Before I bought my first over/under from Etchen, I spent hours looking at his then-rudimentary site, which was filled with mostly new inventory and gun and gear closeouts. Today, Etchen sells not only Beretta shotguns but also guns from Ljutic, Browning, Krieghoff, Kolar, Perazzi, Benelli, Caesar Guerini and Fabarm. Yet perhaps the most identifiable offerings are the Joel Etchen line of signature Berettas. “It was ’95,” Joel said, “and I wanted to start a series of unique guns. I approached the Beretta family, and they allowed me to do that first with a handshake agreement on a set number of guns. I worked with them, and they helped me expand the line and added higher-grade wood and my logo. At the end of the day, it’s something unique that really separates my store from other stores. We have some two-barrel sets, like 28 gauge and .410, that no one else has. My relationship with Ugo and his sons Franco and Pietro Beretta as well as Carlo Ferlito, Beretta’s general manager and chief operating officer, are extremely important to me.”

These guns combined with a gunsmithing shop and a collection of neatly displayed shooting gear and clothing from Barbour, Orvis, Dubarry, Filson, Beretta and other brands that is managed by daughter Rebecca are the family industry.

The latter fact—Rebecca’s role in managing the clothing operation—deserves some attention. A competitive shooter herself, Rebecca had only recently graduated from Penn State University when she was hired by Beretta and spent seven years learning the business from the corporate side while based in Accokeek, Maryland.

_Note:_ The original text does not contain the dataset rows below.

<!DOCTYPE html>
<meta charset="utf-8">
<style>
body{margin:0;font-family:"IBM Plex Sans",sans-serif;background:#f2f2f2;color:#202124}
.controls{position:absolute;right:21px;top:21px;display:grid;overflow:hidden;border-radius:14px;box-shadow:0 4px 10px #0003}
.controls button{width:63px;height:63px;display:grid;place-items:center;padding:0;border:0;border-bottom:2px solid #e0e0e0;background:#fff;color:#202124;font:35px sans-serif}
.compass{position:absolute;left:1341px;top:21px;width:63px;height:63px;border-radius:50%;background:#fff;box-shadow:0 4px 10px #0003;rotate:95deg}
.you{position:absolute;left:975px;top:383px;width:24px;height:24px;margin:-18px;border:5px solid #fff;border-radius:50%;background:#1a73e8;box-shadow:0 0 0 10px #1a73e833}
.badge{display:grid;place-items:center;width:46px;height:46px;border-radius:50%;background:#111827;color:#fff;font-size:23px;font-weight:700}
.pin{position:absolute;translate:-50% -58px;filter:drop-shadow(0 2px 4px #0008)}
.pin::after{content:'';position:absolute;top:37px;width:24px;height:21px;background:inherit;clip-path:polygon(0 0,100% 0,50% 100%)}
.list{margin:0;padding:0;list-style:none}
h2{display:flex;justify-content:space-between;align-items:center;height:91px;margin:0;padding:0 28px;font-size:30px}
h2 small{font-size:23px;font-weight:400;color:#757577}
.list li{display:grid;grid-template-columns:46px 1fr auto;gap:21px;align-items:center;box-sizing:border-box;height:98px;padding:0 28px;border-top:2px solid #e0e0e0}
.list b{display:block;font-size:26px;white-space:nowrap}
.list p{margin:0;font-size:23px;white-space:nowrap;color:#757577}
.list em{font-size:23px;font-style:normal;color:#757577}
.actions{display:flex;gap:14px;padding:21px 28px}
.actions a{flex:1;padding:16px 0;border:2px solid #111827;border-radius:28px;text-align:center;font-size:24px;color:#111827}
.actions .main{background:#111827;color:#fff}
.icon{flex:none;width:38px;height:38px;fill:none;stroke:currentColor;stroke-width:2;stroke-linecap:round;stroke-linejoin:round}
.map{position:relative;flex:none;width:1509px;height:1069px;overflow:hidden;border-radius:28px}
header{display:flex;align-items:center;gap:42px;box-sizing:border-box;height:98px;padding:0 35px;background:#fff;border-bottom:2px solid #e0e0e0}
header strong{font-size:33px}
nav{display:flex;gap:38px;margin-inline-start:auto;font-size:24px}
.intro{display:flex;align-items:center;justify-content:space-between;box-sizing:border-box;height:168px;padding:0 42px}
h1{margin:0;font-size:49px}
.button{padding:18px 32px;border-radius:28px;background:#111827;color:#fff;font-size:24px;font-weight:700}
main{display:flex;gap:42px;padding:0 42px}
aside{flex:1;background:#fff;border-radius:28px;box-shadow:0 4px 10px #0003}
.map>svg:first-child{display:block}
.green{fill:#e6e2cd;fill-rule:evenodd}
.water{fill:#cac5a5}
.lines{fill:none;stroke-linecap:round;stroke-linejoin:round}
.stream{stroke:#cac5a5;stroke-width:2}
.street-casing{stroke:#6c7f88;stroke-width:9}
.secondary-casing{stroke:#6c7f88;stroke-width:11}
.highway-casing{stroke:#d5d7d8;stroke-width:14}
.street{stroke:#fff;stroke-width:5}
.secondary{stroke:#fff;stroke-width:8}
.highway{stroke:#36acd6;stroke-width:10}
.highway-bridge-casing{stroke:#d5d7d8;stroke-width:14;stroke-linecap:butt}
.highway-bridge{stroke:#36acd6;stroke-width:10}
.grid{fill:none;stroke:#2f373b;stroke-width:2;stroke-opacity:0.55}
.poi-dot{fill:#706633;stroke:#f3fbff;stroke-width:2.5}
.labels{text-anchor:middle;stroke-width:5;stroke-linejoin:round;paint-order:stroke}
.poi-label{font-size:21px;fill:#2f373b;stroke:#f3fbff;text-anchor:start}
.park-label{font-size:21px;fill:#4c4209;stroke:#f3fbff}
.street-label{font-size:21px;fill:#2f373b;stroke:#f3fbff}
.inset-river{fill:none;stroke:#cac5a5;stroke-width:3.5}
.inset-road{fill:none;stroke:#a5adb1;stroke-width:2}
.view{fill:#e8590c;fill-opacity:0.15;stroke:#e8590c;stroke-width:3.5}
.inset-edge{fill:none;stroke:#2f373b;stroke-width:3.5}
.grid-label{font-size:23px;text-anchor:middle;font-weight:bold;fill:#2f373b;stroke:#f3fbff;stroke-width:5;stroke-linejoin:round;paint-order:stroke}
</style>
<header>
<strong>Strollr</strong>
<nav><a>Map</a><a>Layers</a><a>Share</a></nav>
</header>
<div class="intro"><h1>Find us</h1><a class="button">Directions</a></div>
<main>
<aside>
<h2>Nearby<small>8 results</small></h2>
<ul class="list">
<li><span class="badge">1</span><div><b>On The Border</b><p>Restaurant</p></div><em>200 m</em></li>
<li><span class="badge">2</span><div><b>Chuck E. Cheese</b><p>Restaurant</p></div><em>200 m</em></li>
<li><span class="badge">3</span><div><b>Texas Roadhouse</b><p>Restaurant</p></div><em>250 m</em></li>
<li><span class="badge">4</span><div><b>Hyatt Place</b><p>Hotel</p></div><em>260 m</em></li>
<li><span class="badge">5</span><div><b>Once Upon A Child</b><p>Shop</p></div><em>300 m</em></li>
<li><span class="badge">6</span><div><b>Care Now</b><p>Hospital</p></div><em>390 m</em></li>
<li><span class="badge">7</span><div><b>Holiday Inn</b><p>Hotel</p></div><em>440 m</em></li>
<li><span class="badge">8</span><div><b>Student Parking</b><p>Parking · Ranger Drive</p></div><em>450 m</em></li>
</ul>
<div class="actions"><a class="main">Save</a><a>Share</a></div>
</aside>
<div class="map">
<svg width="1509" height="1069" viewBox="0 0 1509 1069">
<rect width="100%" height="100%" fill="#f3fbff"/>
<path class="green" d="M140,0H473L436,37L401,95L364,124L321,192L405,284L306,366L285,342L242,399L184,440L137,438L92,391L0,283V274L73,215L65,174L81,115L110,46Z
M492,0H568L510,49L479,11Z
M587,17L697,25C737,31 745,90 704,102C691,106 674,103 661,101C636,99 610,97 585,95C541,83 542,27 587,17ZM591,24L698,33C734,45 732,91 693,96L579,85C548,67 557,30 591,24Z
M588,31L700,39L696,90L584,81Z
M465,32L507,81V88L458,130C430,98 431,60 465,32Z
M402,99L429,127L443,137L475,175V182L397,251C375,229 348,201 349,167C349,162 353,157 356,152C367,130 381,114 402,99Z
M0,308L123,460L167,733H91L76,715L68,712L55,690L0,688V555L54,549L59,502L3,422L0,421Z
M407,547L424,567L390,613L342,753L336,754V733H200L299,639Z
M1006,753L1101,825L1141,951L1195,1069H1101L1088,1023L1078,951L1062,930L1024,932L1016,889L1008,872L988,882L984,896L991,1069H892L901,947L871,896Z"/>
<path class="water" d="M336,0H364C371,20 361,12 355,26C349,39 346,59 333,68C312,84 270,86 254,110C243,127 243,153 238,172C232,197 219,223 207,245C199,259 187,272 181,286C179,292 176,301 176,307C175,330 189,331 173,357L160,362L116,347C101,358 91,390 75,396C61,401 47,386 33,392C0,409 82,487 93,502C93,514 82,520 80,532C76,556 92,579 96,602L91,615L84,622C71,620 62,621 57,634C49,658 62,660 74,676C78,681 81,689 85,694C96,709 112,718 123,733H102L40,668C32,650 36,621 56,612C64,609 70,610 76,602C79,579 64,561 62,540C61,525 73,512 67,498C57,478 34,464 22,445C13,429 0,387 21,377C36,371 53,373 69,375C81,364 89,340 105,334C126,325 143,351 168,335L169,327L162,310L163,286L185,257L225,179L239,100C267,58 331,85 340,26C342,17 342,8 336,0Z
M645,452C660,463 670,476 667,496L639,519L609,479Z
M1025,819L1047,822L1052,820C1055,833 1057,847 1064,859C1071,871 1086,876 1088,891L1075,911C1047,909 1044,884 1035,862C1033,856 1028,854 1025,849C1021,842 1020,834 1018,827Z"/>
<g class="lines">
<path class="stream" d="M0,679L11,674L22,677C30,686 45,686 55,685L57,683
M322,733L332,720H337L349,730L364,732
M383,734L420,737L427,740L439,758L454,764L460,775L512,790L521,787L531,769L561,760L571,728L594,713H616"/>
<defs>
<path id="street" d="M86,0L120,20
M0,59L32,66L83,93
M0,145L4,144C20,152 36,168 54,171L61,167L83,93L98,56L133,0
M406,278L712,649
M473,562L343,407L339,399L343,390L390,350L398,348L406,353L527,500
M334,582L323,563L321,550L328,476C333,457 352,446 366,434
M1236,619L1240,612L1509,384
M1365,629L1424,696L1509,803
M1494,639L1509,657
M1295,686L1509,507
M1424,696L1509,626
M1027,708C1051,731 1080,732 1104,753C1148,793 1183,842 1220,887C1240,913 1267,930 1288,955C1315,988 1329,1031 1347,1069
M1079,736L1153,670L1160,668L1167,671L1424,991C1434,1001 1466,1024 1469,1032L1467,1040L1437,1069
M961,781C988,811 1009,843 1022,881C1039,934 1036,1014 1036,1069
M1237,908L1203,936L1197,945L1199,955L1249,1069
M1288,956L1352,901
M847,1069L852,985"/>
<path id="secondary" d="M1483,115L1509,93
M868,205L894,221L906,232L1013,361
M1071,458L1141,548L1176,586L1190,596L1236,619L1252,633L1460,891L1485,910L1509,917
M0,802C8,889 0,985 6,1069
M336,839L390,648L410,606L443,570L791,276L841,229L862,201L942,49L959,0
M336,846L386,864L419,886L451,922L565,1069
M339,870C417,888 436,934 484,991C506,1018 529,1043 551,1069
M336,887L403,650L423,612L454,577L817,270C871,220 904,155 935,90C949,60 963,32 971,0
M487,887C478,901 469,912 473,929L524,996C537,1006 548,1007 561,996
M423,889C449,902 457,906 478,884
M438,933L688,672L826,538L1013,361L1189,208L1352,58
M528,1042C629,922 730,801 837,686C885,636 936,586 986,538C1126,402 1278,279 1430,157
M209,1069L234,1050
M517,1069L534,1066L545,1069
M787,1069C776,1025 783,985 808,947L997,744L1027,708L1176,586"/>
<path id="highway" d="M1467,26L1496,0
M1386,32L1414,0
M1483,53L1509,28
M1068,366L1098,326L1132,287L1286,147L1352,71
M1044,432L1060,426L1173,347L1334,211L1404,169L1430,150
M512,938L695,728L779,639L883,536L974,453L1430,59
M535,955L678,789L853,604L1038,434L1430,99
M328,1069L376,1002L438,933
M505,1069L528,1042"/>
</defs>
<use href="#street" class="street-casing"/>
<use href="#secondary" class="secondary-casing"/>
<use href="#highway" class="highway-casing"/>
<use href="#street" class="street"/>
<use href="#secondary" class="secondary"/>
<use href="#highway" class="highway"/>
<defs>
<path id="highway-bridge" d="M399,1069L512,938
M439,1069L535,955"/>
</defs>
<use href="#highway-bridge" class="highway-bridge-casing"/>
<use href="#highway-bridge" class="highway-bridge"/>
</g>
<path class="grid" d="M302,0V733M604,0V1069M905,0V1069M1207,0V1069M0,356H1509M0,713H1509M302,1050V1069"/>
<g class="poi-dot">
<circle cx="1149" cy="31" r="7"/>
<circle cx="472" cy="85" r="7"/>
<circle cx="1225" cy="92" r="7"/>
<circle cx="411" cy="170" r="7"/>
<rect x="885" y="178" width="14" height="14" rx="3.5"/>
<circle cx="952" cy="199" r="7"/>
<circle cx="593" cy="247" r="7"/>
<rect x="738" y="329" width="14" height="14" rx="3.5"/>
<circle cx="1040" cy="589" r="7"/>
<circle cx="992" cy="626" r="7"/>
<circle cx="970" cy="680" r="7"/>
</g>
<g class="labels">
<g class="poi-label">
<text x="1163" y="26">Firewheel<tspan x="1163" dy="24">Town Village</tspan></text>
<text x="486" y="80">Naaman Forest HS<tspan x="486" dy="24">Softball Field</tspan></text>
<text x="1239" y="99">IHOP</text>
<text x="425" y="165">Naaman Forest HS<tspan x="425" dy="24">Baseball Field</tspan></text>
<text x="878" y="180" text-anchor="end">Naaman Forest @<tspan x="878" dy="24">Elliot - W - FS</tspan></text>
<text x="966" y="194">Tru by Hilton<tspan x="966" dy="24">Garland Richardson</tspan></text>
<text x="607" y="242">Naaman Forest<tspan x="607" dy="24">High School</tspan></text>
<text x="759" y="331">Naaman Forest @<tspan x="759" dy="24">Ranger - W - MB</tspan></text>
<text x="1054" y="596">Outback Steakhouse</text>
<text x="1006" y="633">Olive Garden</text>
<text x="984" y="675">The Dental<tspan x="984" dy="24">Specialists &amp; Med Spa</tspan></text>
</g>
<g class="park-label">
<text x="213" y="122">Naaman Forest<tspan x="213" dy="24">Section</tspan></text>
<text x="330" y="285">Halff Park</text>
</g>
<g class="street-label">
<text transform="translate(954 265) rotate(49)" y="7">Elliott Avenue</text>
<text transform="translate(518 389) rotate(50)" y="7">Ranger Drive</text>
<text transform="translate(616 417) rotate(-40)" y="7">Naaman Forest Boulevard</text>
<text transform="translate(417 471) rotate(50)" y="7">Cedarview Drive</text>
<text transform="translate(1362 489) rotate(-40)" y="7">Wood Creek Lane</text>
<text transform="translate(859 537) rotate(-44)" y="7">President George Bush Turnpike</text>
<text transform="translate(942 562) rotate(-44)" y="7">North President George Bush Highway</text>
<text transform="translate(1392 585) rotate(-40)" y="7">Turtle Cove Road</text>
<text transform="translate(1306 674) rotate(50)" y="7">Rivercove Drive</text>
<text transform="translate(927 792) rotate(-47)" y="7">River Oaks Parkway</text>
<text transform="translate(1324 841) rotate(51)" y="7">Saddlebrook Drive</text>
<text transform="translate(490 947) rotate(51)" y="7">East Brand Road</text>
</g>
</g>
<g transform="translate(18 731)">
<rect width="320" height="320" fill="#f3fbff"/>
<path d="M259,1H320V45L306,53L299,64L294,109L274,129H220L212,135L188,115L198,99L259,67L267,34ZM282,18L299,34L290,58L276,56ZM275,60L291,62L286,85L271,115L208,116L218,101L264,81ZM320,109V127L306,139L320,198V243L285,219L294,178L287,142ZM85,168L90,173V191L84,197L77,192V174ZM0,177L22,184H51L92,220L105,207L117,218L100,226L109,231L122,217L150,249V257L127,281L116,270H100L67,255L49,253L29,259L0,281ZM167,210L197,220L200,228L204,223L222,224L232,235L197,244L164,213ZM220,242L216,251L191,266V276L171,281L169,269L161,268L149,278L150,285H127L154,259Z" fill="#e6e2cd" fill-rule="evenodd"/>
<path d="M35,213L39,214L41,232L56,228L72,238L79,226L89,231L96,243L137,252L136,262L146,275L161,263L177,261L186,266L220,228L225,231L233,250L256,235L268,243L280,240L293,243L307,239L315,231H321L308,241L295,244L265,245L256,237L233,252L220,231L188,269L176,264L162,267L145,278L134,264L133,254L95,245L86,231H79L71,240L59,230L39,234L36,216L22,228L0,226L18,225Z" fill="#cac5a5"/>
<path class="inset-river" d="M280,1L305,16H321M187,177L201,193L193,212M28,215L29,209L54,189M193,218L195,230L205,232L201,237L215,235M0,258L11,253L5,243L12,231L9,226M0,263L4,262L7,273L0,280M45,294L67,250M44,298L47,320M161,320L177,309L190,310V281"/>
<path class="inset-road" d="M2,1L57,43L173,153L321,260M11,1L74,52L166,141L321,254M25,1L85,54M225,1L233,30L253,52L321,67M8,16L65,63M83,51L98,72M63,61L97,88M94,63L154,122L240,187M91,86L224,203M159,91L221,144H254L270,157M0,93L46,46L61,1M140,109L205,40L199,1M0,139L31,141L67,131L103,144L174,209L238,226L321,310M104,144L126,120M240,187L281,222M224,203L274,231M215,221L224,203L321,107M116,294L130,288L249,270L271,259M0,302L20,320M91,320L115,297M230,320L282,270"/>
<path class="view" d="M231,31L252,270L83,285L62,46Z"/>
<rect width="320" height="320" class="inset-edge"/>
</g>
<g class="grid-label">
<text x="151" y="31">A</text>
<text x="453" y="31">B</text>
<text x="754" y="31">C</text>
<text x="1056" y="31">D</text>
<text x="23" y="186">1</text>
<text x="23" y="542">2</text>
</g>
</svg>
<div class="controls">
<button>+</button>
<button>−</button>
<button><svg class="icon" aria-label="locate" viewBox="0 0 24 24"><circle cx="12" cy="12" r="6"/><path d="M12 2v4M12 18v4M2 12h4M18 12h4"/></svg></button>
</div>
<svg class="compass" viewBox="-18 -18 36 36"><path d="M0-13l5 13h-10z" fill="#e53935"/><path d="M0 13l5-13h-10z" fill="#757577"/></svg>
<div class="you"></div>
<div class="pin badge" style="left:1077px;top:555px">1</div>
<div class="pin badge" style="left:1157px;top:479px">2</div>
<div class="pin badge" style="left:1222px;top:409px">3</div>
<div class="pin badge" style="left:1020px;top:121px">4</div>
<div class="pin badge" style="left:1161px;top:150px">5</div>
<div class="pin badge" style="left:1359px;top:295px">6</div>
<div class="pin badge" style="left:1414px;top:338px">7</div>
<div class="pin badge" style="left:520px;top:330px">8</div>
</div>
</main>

While working for Beretta full-time, Rebecca somehow found the time to earn her MBA from Georgetown University. In 2007 Eddie Bauer, the legendary Seattle-based outfitter, came calling. The company wanted to add authenticity back into its business, and it did so by starting a hunting division called The Sport Shop. Informed by Rebecca’s vast shooting experience combined with the expertise of noted hunter and guide John Burrell, owner of High Adventure Company, Eddie Bauer launched a small, curated collection of men’s and women’s brush pants, chaps, hunting shirts, jackets, vests and bags at the 2012 SHOT Show. The products were a convergence of performance and style, and they brought the company the bona fides it had been looking for. And here is another personal shopping confession: I bought several Sport Shop products—brush pants, a clays vest, down jackets—and they are among the best I have ever owned.

According to Rebecca, “In 2013, after launching The Sport Shop, my husband and I came back to Ligonier. It was a great experience at Beretta and then Eddie Bauer, but this was home for both my husband and me. I’d worked part-time at the store growing up, but the idea was that I was now to learn everything and anything. That’s the way we all work here. Everyone can pitch in and do what needs to be done.”

At that point Joel jumped in. “And that’s why she’s here,” he said. “When I decide to move on, Rebecca will be ready to take over. But, for now, I’m still the micromanager.”

Like many jokes, there was an element of truth embedded in Joel’s quip, and Rebecca let out a polite—and daughterly—laugh. And this is where the story is destined to continue: a family business borne of expertise, fueled by pragmatism, sustained by loyalty and integrity, and ready to be passed from one generation to the next—without missing a beat.